Collected data entries
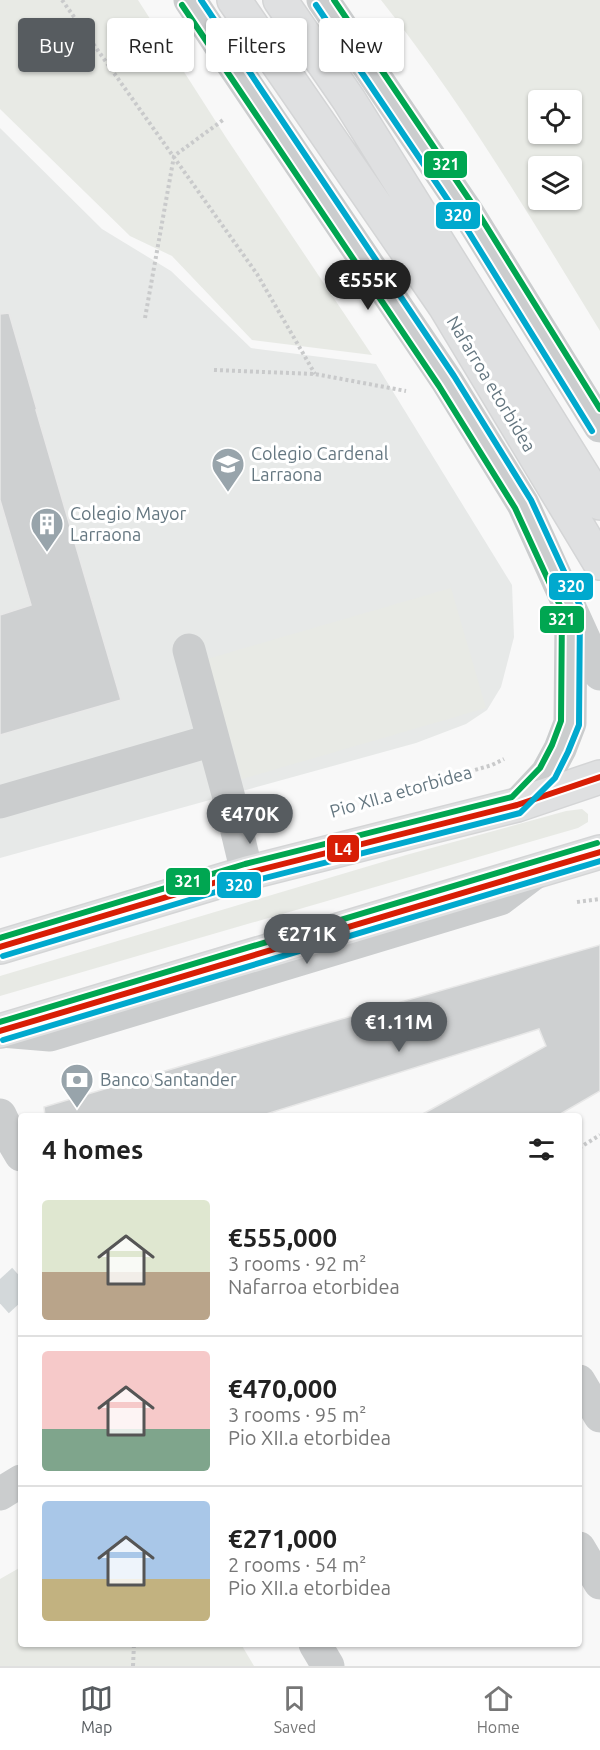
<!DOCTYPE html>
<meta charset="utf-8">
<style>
body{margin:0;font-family:Ubuntu,sans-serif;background:#f2f2f2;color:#222;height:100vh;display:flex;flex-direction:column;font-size:22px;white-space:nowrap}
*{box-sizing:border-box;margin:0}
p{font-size:20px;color:#767676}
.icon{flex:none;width:33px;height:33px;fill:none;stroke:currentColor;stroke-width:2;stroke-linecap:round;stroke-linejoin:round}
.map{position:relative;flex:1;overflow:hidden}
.details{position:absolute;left:18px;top:1113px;width:564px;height:534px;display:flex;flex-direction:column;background:#fff;border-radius:6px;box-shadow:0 2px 4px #0004}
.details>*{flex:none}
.banner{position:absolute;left:18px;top:18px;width:564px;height:54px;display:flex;gap:12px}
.fabs{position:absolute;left:528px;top:90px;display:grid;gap:12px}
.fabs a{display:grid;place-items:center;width:54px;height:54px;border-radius:6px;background:#fff;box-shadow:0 2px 4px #0004;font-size:30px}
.price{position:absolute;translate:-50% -51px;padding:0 14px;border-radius:21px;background:#575c60;color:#fff;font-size:20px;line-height:39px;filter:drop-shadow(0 2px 3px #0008)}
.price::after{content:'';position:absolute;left:50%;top:36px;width:18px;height:14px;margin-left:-9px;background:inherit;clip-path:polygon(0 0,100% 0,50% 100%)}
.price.active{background:#222;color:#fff}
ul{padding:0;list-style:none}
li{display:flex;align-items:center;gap:18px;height:150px;padding:0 24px}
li+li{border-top:2px solid #e0e0e0}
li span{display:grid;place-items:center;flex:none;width:168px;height:120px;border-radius:6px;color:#555}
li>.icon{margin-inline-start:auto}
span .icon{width:72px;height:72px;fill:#fffc;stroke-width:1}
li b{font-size:26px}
h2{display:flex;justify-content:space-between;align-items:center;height:72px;padding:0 24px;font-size:26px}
.chip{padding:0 21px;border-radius:6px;background:#fff;box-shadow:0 2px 4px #0004;font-size:21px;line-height:54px}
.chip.active{background:#575c60;color:#fff}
.tab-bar{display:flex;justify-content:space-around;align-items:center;height:84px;border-top:2px solid #e0e0e0;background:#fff;font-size:16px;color:#767676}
.tab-bar a{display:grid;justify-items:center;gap:3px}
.tab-bar .active{color:#575c60}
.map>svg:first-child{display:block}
.built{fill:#e7e9e8}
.green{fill:#e8eae5;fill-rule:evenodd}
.building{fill:#ced0d1;stroke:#e8e8e8;stroke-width:1.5}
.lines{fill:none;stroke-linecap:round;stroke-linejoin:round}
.minor-tunnel{stroke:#d3d8da;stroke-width:33;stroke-dasharray:33 16;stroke-linecap:butt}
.major-casing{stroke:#d4d5d6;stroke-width:36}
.path{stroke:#c9cacb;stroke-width:4;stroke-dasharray:3 3;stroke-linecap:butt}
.minor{stroke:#cbcdce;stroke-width:33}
.major{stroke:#dfe0e1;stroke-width:33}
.bus-1-casing{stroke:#fff;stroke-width:10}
.bus-2-casing{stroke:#fff;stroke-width:10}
.bus-3-casing{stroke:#fff;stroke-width:10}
.bus-1{stroke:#d81e05;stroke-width:6}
.bus-2{stroke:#00a9ce;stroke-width:6}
.bus-3{stroke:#00a651;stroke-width:6}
.labels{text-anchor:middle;stroke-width:6;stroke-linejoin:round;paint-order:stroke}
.street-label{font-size:18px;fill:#657781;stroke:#fff}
.poi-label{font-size:18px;fill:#657781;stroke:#fff;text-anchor:start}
.line-badge{stroke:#fff;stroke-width:2}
.badge-label{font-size:16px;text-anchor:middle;font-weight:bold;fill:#fff}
</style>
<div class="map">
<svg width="600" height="1666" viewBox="0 0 600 1666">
<rect width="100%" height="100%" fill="#f8f8f8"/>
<!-- built -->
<path class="built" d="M 0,128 L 102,229 L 171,271 L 251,348 L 376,364 L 512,585 L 514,637 L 501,687 L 487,710 L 466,724 L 416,743 L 0,858 Z"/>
<!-- green -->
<path class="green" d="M 0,0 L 138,0 L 227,139 L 372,355 L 252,340 L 172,256 L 130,236 L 0,109 Z
M 381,0 L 600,0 L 600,331 C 531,218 463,104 381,0 ZM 572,100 L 572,134 L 538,134 L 538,100 ZM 572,166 L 572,200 L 538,200 L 538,166 Z
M 451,588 L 486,708 L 242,779 L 207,659 Z
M 582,809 L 588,814 L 588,822 L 578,828 L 0,996 L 0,976 L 406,855 L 566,811 Z
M 21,1567 L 21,1644 L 241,1644 L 254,1666 L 0,1666 L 0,1579 Z"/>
<!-- building -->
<path class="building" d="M 9,313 L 37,410 L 36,410 L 121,700 L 0,735 L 0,615 L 31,605 L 0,500 L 0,314 Z
M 600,945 L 600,1091 L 557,1116 L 419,1116 L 546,1046 L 539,1029 L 260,1116 L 45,1116 L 44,1107 L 296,1032 Z"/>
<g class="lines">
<!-- minor-tunnel -->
<path class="minor-tunnel" d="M 0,1279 L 21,1302"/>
<!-- major casing -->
<g class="major-casing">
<path id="major" d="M 234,0 L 445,306 L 600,563
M 280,0 L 349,100 L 600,503
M 0,947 L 247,873 L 517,805 L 600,777
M 0,1031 L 600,852"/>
</g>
<!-- path -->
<path class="path" d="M 62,0 L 257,274 L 315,374
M 145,318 L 174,156 L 223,120
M 214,370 L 315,374 L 406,391
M 406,790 L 492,765 L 504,759
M 577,902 L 600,899
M 579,1148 L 600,1135
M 133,1666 L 134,1644"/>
<!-- minor -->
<path class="minor" d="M 190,0 L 229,59 L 447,381 L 523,504 L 600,674
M 323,0 L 468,213 L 600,426
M 189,650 L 228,794 L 247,873
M 0,802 L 213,740
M 517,805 L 547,773 L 560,749 L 570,723 L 571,619
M 1,1031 L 50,1035 L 500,899 L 537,871
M 0,1115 L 12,1140 L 21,1155
M 579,1381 L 600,1416
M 0,1494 L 21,1481
M 579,1548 L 600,1583
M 315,1644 L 328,1666"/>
<!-- major -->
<use href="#major" class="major"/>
<!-- bus-1 casing -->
<g class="bus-1-casing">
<path id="bus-1" d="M 0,947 L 247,873 L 517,805 L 600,777
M 0,1031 L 600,852"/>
</g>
<!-- bus-2 casing -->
<g class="bus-2-casing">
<path id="bus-2" d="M 316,5 L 460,218 L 592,431
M 3,956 L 249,882 L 520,813 L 555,778 L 568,752 L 579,725 L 580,606 L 531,500 L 454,376 L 201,0
M 3,1040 L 600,861"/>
</g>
<!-- bus-3 casing -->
<g class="bus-3-casing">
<path id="bus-3" d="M 334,0 L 475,208 L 600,409
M 0,938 L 245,864 L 512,797 L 540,768 L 552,745 L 561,721 L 562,610 L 515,508 L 439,386 L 182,5
M 0,1022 L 597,843"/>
</g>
<!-- bus-1 -->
<use href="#bus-1" class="bus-1"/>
<!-- bus-2 -->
<use href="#bus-2" class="bus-2"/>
<!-- bus-3 -->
<use href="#bus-3" class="bus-3"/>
</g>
<!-- icons -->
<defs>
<g id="school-pin" transform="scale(1.725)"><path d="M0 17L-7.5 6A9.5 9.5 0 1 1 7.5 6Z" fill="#98a4ab" stroke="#fff"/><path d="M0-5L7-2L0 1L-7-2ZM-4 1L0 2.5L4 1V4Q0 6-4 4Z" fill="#fff"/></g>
<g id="building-pin" transform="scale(1.725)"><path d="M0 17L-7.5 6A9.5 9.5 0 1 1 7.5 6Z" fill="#98a4ab" stroke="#fff"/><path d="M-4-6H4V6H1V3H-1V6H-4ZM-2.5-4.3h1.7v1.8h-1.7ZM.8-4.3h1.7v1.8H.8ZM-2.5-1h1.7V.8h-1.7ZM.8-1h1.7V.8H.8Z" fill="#fff"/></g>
<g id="bank-pin" transform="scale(1.725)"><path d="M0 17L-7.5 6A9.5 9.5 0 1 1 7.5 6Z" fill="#98a4ab" stroke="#fff"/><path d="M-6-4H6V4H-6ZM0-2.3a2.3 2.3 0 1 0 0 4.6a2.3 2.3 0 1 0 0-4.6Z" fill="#fff"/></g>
</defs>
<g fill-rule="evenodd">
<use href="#school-pin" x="228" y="464"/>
<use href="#building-pin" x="47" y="524"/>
<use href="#bank-pin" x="77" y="1080"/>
</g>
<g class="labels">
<!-- street labels -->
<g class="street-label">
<text transform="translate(491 384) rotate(59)" y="6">Nafarroa etorbidea</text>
<text transform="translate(401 792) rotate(-16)" y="6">Pio XII.a etorbidea</text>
</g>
<!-- poi labels -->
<g class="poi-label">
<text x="251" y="460">Colegio Cardenal<tspan x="251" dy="21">Larraona</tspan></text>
<text x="70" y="520">Colegio Mayor<tspan x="70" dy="21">Larraona</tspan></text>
<text x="100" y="1086">Banco Santander</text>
</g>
</g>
<g class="line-badge">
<rect x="423" y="150" width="45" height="29" rx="6" fill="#00a651"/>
<rect x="435" y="201" width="46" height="29" rx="6" fill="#00a9ce"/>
<rect x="548" y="572" width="46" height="29" rx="6" fill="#00a9ce"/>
<rect x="539" y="605" width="46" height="29" rx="6" fill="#00a651"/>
<rect x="326" y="834" width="34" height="29" rx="6" fill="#d81e05"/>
<rect x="165" y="867" width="46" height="29" rx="6" fill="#00a651"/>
<rect x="216" y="871" width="46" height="28" rx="6" fill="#00a9ce"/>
</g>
<g class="badge-label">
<text x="446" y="170">321</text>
<text x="458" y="221">320</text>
<text x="571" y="592">320</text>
<text x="562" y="625">321</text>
<text x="343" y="855">L4</text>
<text x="188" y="887">321</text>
<text x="239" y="891">320</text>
</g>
</svg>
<div class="fabs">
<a><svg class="icon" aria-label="locate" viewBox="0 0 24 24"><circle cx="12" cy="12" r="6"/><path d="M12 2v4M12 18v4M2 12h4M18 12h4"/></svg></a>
<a><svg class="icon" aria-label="layers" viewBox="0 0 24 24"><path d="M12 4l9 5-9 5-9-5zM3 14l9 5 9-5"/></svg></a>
</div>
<b class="price active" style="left:368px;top:311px">€555K</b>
<b class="price" style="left:250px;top:845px">€470K</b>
<b class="price" style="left:307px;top:965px">€271K</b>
<b class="price" style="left:399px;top:1053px">€1.11M</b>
<div class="banner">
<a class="chip active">Buy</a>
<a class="chip">Rent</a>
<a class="chip">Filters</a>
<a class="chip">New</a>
</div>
<section class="details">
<h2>4 homes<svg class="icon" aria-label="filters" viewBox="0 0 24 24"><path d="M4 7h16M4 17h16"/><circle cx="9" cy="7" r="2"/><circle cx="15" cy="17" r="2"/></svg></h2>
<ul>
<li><span style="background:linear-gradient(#dfe7d0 60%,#b9a48a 0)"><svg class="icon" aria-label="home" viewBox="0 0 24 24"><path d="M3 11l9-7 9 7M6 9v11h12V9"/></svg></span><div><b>€555,000</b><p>3 rooms · 92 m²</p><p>Nafarroa etorbidea</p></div></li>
<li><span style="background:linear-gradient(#f6c9c9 65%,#7fa58c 0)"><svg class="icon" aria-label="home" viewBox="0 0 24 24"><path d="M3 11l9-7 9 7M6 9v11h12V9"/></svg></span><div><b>€470,000</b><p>3 rooms · 95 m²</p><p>Pio XII.a etorbidea</p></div></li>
<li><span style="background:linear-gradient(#a9c7e8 65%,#c2b280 0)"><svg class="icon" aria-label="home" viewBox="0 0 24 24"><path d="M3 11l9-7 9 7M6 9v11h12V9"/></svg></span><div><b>€271,000</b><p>2 rooms · 54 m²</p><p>Pio XII.a etorbidea</p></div></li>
</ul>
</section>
</div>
<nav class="tab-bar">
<a class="active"><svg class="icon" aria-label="map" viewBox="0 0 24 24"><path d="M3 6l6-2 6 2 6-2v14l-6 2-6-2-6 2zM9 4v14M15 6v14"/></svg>Map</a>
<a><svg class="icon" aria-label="saved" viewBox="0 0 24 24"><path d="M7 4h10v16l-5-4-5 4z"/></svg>Saved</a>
<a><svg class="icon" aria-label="home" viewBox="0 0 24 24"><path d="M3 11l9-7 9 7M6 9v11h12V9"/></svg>Home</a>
</nav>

Assignment:
Make an exact copy of the records from their first line through the line containing "21px;border-radius:6px;background:#fff;box-shadow:0 2px 4px", both ends included, with the pictures omitted.

Solution below:
<!DOCTYPE html>
<meta charset="utf-8">
<style>
body{margin:0;font-family:Ubuntu,sans-serif;background:#f2f2f2;color:#222;height:100vh;display:flex;flex-direction:column;font-size:22px;white-space:nowrap}
*{box-sizing:border-box;margin:0}
p{font-size:20px;color:#767676}
.icon{flex:none;width:33px;height:33px;fill:none;stroke:currentColor;stroke-width:2;stroke-linecap:round;stroke-linejoin:round}
.map{position:relative;flex:1;overflow:hidden}
.details{position:absolute;left:18px;top:1113px;width:564px;height:534px;display:flex;flex-direction:column;background:#fff;border-radius:6px;box-shadow:0 2px 4px #0004}
.details>*{flex:none}
.banner{position:absolute;left:18px;top:18px;width:564px;height:54px;display:flex;gap:12px}
.fabs{position:absolute;left:528px;top:90px;display:grid;gap:12px}
.fabs a{display:grid;place-items:center;width:54px;height:54px;border-radius:6px;background:#fff;box-shadow:0 2px 4px #0004;font-size:30px}
.price{position:absolute;translate:-50% -51px;padding:0 14px;border-radius:21px;background:#575c60;color:#fff;font-size:20px;line-height:39px;filter:drop-shadow(0 2px 3px #0008)}
.price::after{content:'';position:absolute;left:50%;top:36px;width:18px;height:14px;margin-left:-9px;background:inherit;clip-path:polygon(0 0,100% 0,50% 100%)}
.price.active{background:#222;color:#fff}
ul{padding:0;list-style:none}
li{display:flex;align-items:center;gap:18px;height:150px;padding:0 24px}
li+li{border-top:2px solid #e0e0e0}
li span{display:grid;place-items:center;flex:none;width:168px;height:120px;border-radius:6px;color:#555}
li>.icon{margin-inline-start:auto}
span .icon{width:72px;height:72px;fill:#fffc;stroke-width:1}
li b{font-size:26px}
h2{display:flex;justify-content:space-between;align-items:center;height:72px;padding:0 24px;font-size:26px}
.chip{padding:0 21px;border-radius:6px;background:#fff;box-shadow:0 2px 4px #0004;font-size:21px;line-height:54px}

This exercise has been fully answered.